%load_ext autoreload
%autoreload 2
%matplotlib inline
%config InlineBackend.figure_format = 'retina'

Dirichlet Processes: A simulated guide

Introduction

In the previous section, we saw how we could fit a two-component Gaussian mixture model to data that looked like it had just two components. In many real-world settings, though, we oftentimes do not know exactly how many components are present, so one way we can approach the problem is to assume that there are an infinite (or "countably large") number of components available for our model to pick from, but we "guide" our model to focus its attention on only a small number of components provided.

Does that sound magical? It sure did for me when I first heard about this possibility. The key modelling component that we need is a process for creating infinite numbers of mixture weight components from a single controllable parameter, and that naturally gives us a Dirichlet process, which we will look at in this section.

What are Dirichlet processes?

To quote from Wikipedia's article on DPs:

In probability theory, Dirichlet processes (after Peter Gustav Lejeune Dirichlet) are a family of stochastic processes whose realizations are probability distributions.

Hmm, now that doesn't look very concrete. Is there a more concrete way to think about DPs? Turns out, the answer is yes!

At its core, each realization/draw from a DP provides an infinite (or, in computing world, a "large") set of weights that sum to 1. Remember that: A long vector of numbers that sum to 1, which we can interpret as a probability distribution over sets of weights.

Simulating a Dirichlet Process using "stick-breaking"

We're going to look at one way to construct a probability vector, the "stick-breaking" process.

How does it work? At its core, it looks like this, a very simple idea.

We take a length 1 stick, draw a probability value from a Beta distribution, break the length 1 stick into two at the point drawn, and record the left side's value.
We then take the right side, draw another probability value from a Beta distribution again, break that stick proportionally into two portions at the point drawn, and record the absolute length of the left side's value
We then braek the right side again, using the same process.

We repeat this until we have the countably large number of states that we desire.

In code, this looks like a loop with a carryover from the previous iteration, which means it is a lax.scan-able function!

from dl_workshop.gaussian_mixture import stick_breaking_weights
stick_breaking_weights??

As you can see, in the inner function weighting, we first calculate the weight associated with the "left side" of the stick, which we record down and accumulate as the "history" (second tuple element of the return). Our carry is the occupied_probability + weight, which we can use to calculate the length of the right side of the stick (1 - occupied_probability).

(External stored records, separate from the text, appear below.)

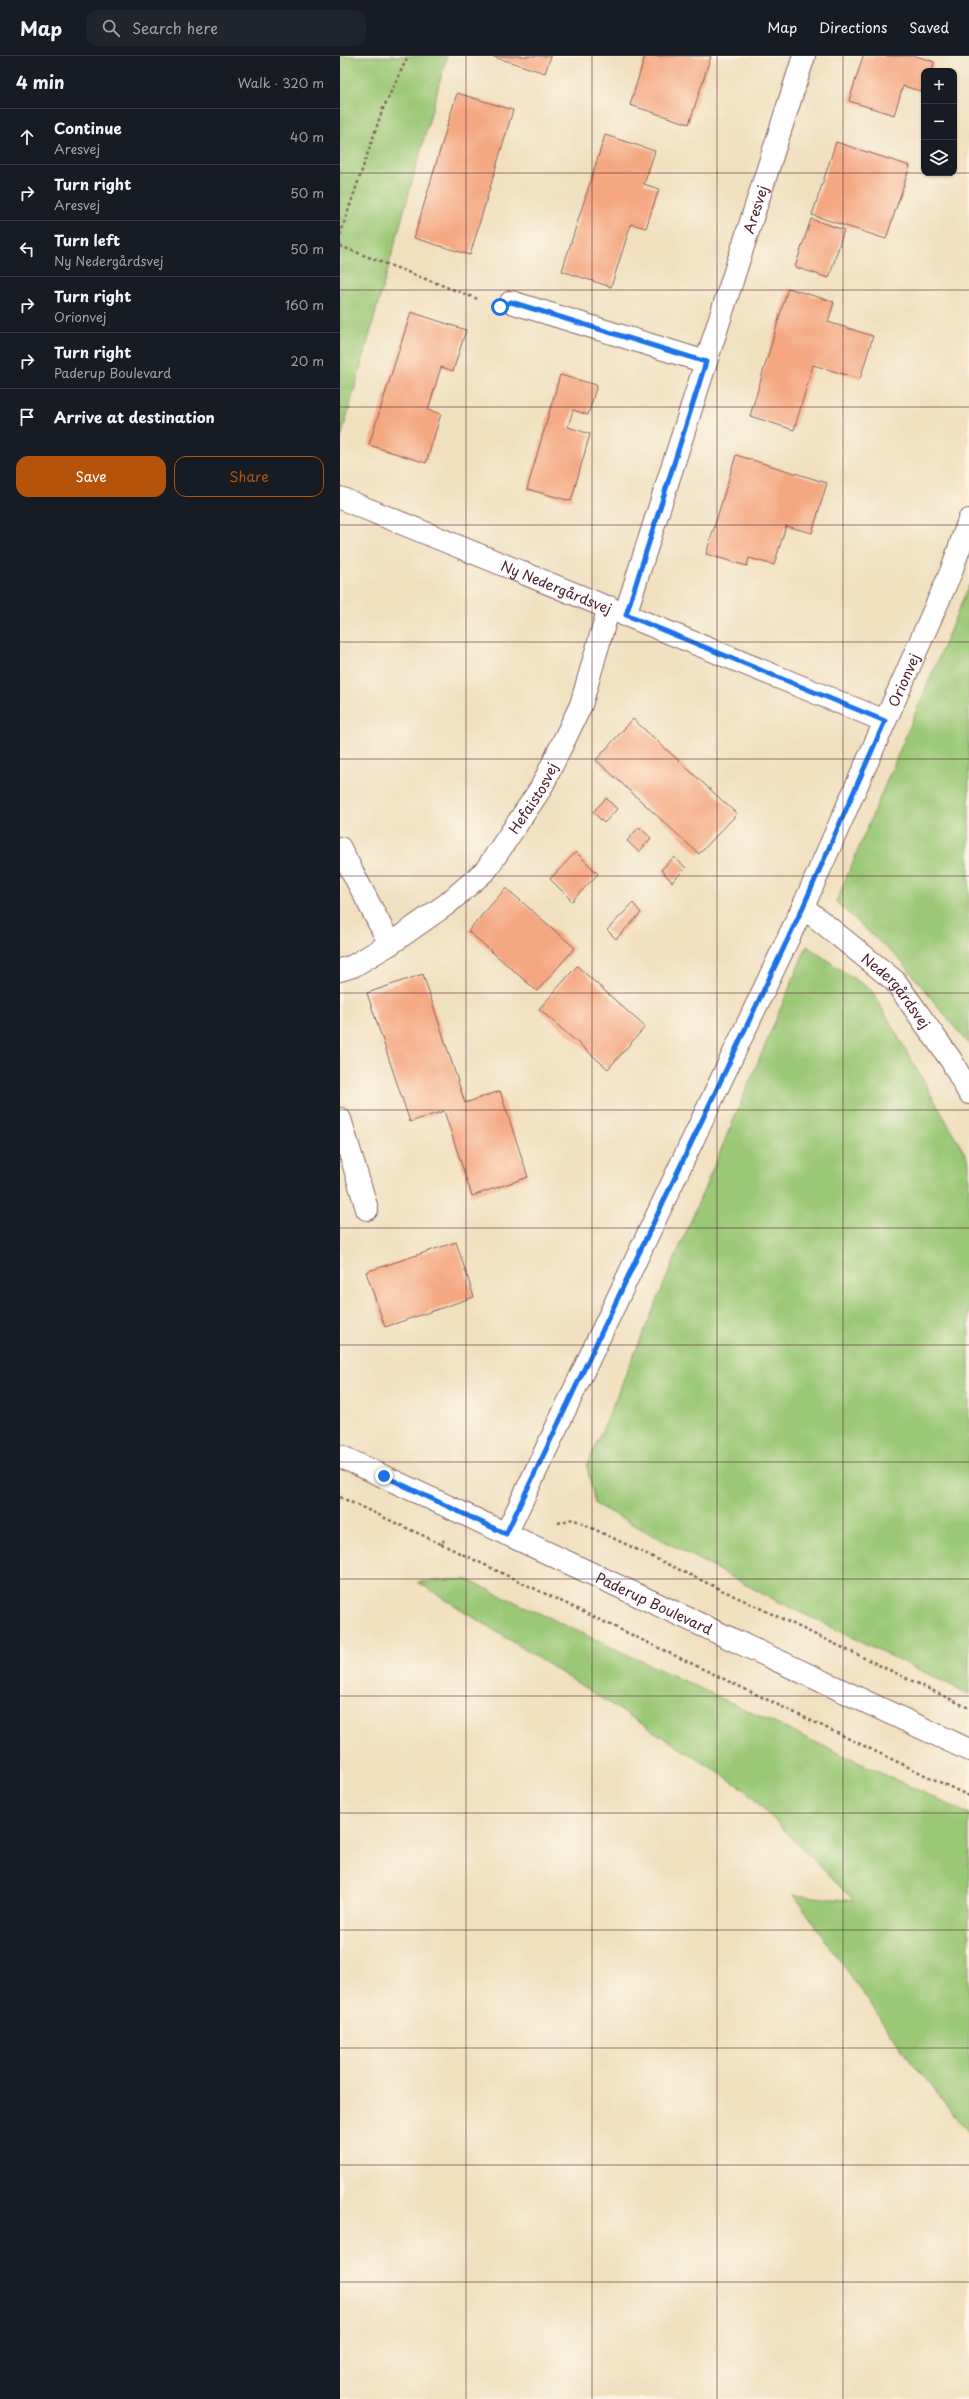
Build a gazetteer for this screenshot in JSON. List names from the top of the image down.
{
  "streets": {
    "street": [
      "Aresvej",
      "Ny Nedergårdsvej",
      "Orionvej",
      "Hefaistosvej",
      "Nedergårdsvej",
      "Paderup Boulevard"
    ]
  },
  "crossings": [
    ["Aresvej", "Ny Nedergårdsvej"],
    ["Aresvej", "Hefaistosvej"],
    ["Ny Nedergårdsvej", "Orionvej"],
    ["Ny Nedergårdsvej", "Hefaistosvej"],
    ["Orionvej", "Nedergårdsvej"],
    ["Orionvej", "Paderup Boulevard"]
  ],
  "page": {
    "header": "Map",
    "search": "Search here",
    "nav": ["Map", "Directions", "Saved"],
    "heading": ["4 min", "Walk · 320 m"],
    "map_buttons": ["+", "−"],
    "list": [
      ["Continue", "Aresvej", "40 m"],
      ["Turn right", "Aresvej", "50 m"],
      ["Turn left", "Ny Nedergårdsvej", "50 m"],
      ["Turn right", "Orionvej", "160 m"],
      ["Turn right", "Paderup Boulevard", "20 m"],
      "Arrive at destination"
    ],
    "buttons": ["Save", "Share"]
  }
}
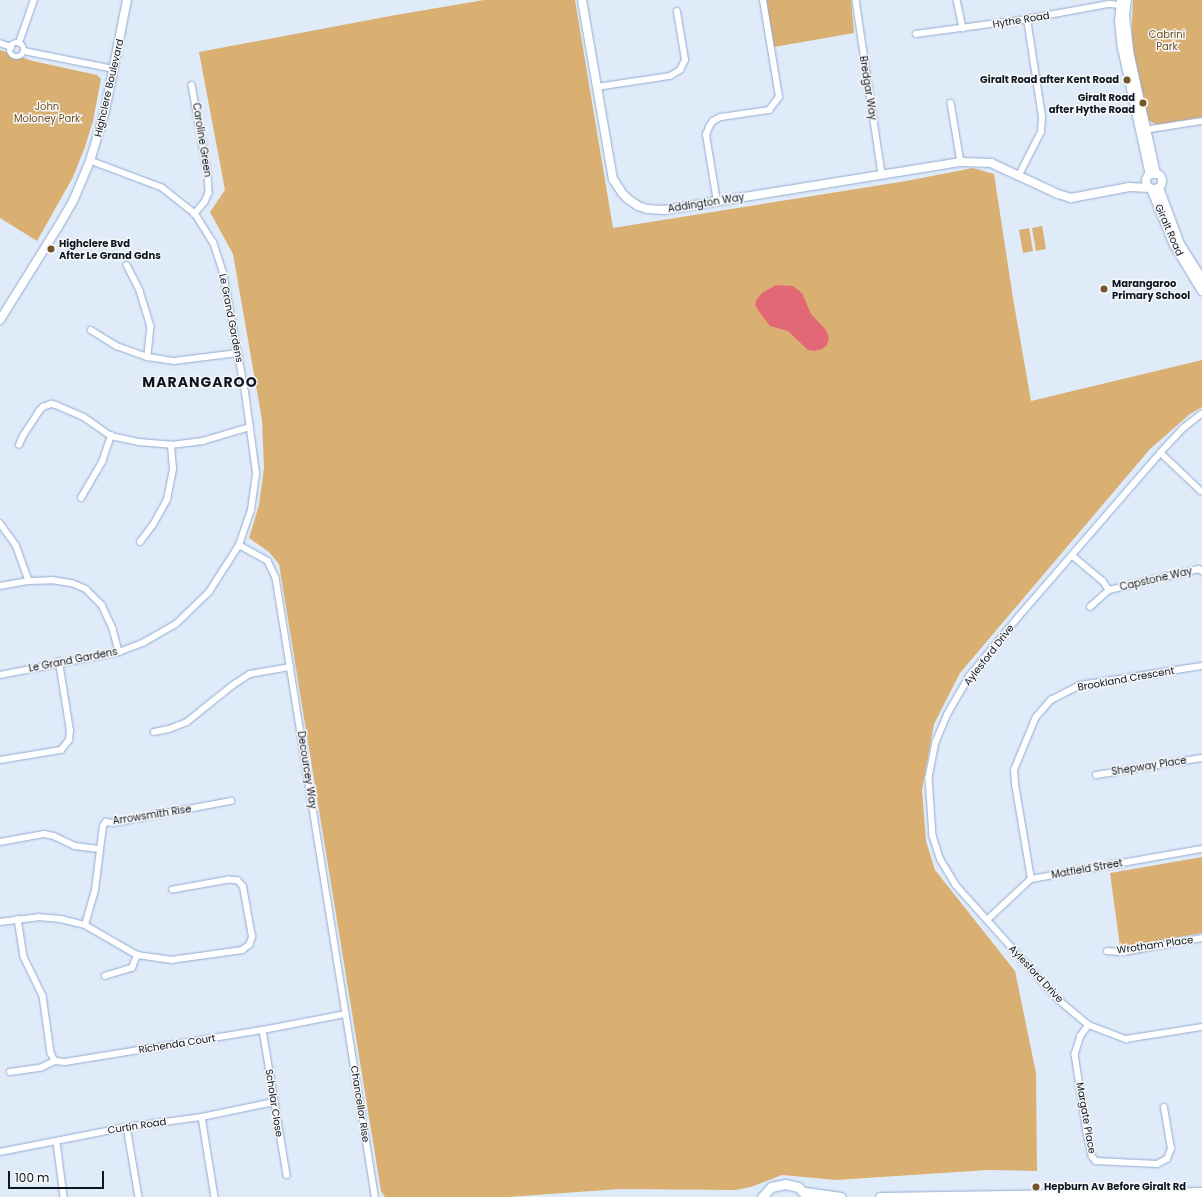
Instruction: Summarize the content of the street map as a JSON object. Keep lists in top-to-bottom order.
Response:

Because each beta_i is an i.i.d. draw from beta_draws, we can pre-instantiate a vector of beta_draws and then lax.scan the weighting function over the vector.

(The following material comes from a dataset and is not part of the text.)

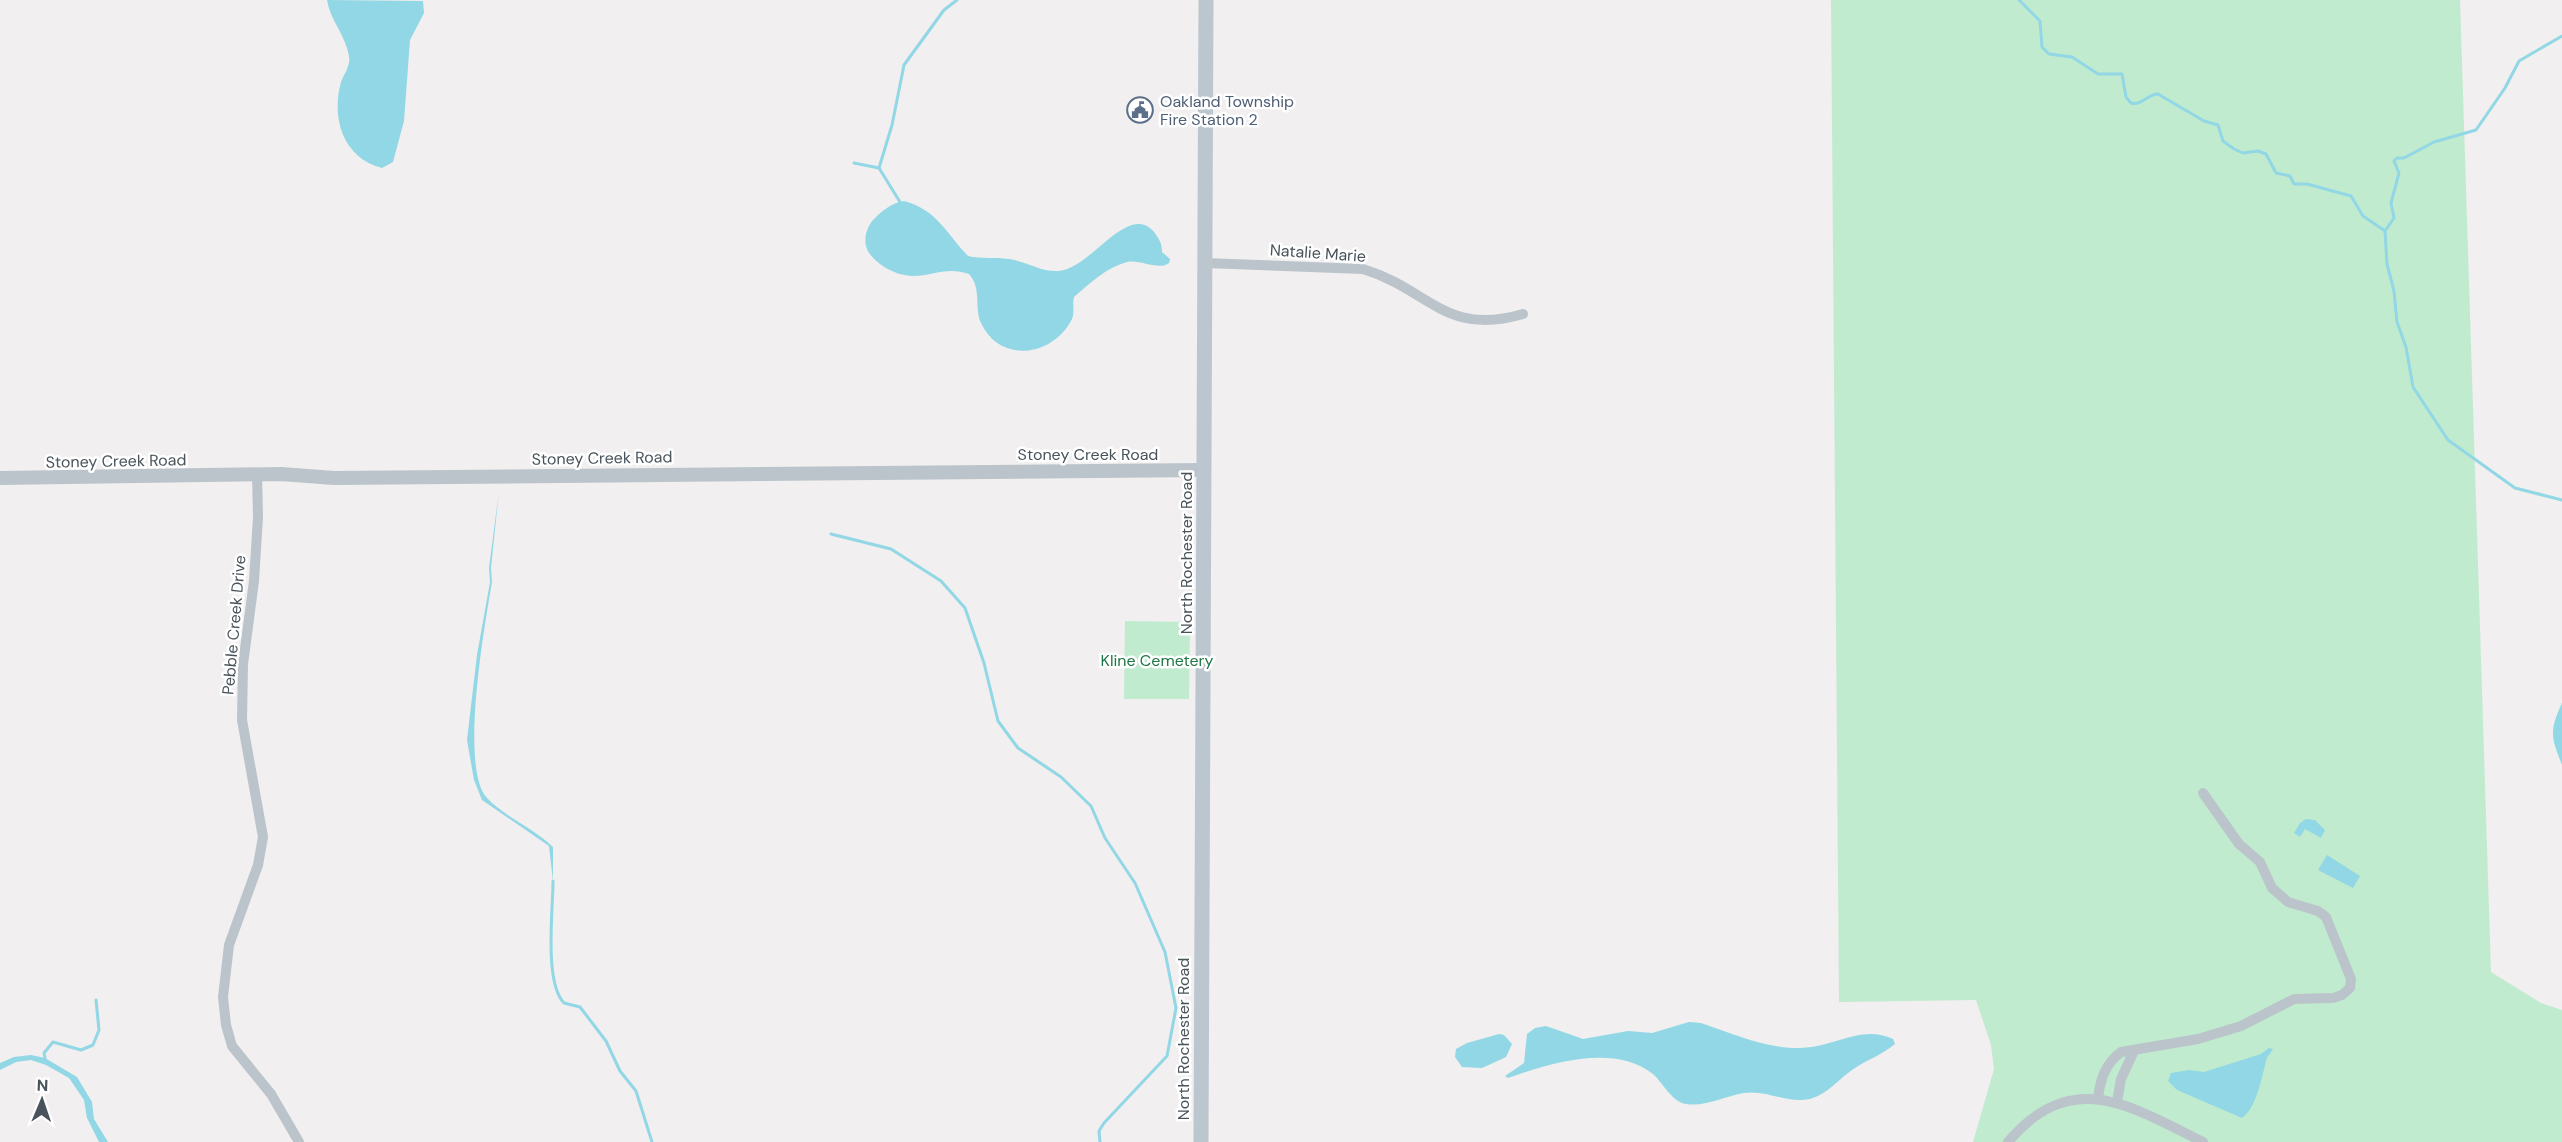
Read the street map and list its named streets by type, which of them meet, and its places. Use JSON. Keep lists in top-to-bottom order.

Beta distribution crash-course

Because on computers it's hard to deal with infinitely-long arrays, we can instead instantiate a "countably large" array of beta_draws.

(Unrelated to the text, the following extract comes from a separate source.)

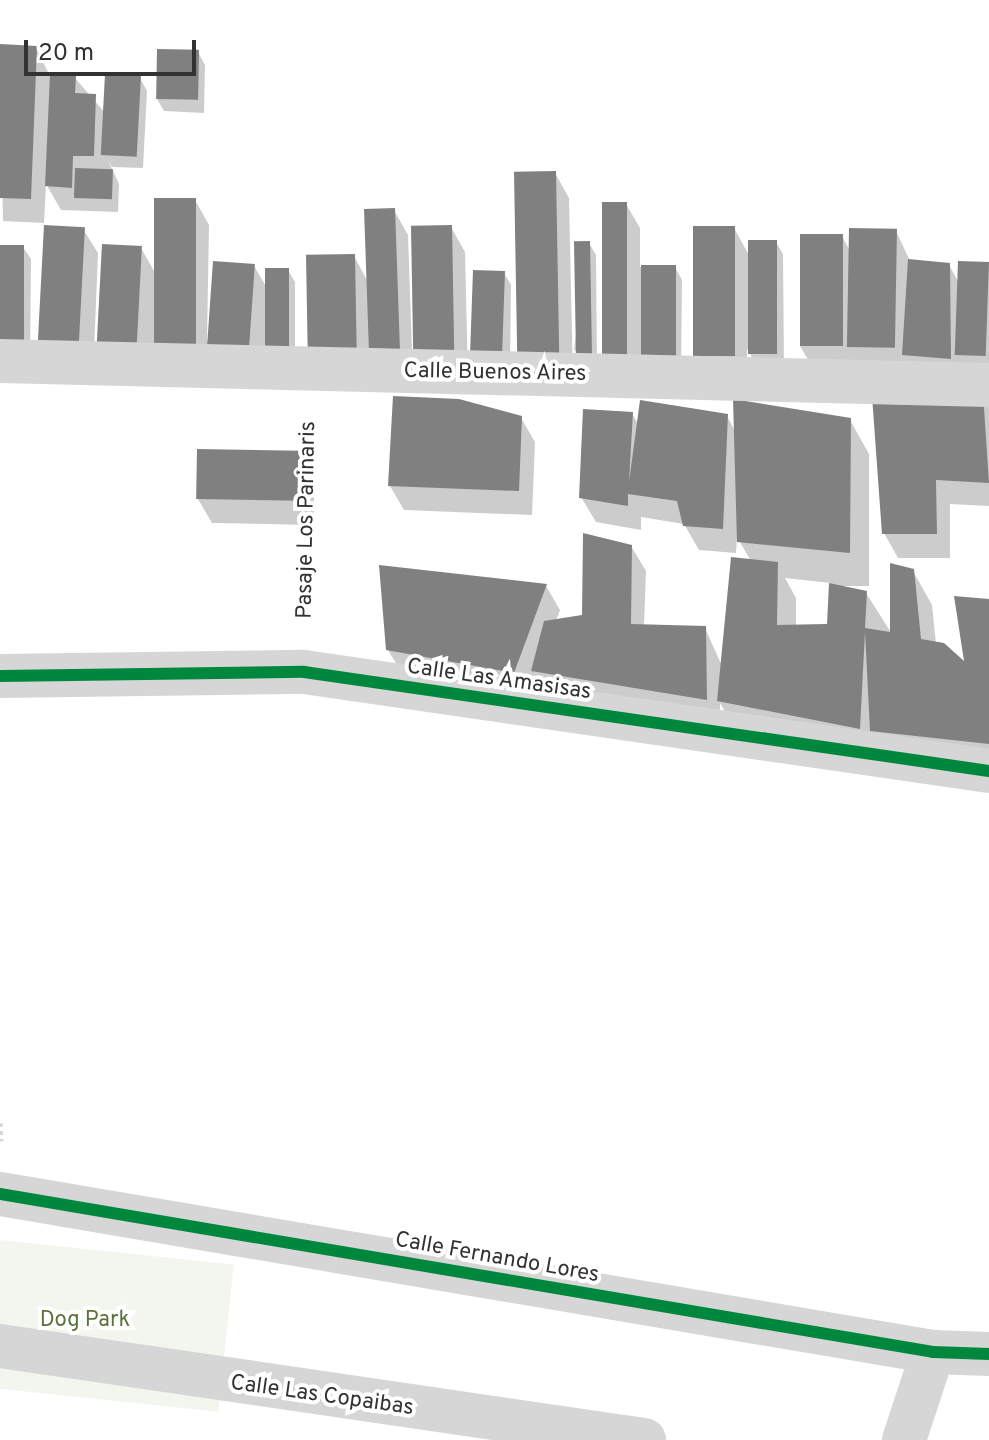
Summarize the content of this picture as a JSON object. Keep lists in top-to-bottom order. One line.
{"streets":{"street":["Calle Buenos Aires","Calle Las Amasisas","Calle Fernando Lores","Calle Las Copaibas"],"path":["Pasaje Los Parinaris"]},"crossings":[["Calle Buenos Aires","Pasaje Los Parinaris"],["Pasaje Los Parinaris","Calle Las Amasisas"]],"parks":["Dog Park"],"scale_bar":"20 m"}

Now, the beta_draws, need to be i.i.d. from a source Beta distribution, which has two parameters, a and b, and gives us a continuous distribution over the interval $(0, 1)$ . Because of the nature of a and b corresponding to success and failure weights:

higher a at constant b shifts the distribution closer to 1,
higher b at constant a shifts the distribution closer to 0,
higher magnitudes of a and b narrow the distribution width.

Visualizing stick-breaking

For our purposes, we are going to hold a constant at 1.0 while varying b. We'll then see how our weight vectors are generated as a function of b. As you will see, b becomes a "concentration" parameter, which governs how "concentrated" our probability mass is allocated.

Let's see how one draw from a Dirichlet process looks like.

def dp_draw(key, concentration, vector_length):
    beta_draws = random.beta(key=key, a=1, b=concentration, shape=(vector_length,))
    occupied_probability, weights = stick_breaking_weights(beta_draws)
    return occupied_probability, weights

from jax import random
import matplotlib.pyplot as plt

key = random.PRNGKey(42)

occupied_probability, weights = dp_draw(key, 3, 50)
plt.plot(weights)
plt.xlabel("Vector slot")
plt.ylabel("Probability");

WARNING:absl:No GPU/TPU found, falling back to CPU. (Set TF_CPP_MIN_LOG_LEVEL=0 and rerun for more info.)

Now, what if we took 20 draws from the Dirichlet process?

To do so, we can vmap dp_draw over split PRNGKeys.

from jax import vmap
from functools import partial
import seaborn as sns
keys = random.split(key, 20)
occupied_probabilities, weights_draws = vmap(partial(dp_draw, concentration=3, vector_length=50))(keys)

sns.heatmap(weights_draws);

Effect of concentration on Dirichlet weights draws

As is visible here, when concentration = 3, most of our probability mass is concentrated across roughly the first 5-8 states.

What happens if we varied the concentration? How does that parameter affect the distribution of weights?

import jax.numpy as np

concentrations = np.array([0.5, 1, 3, 5, 10, 20])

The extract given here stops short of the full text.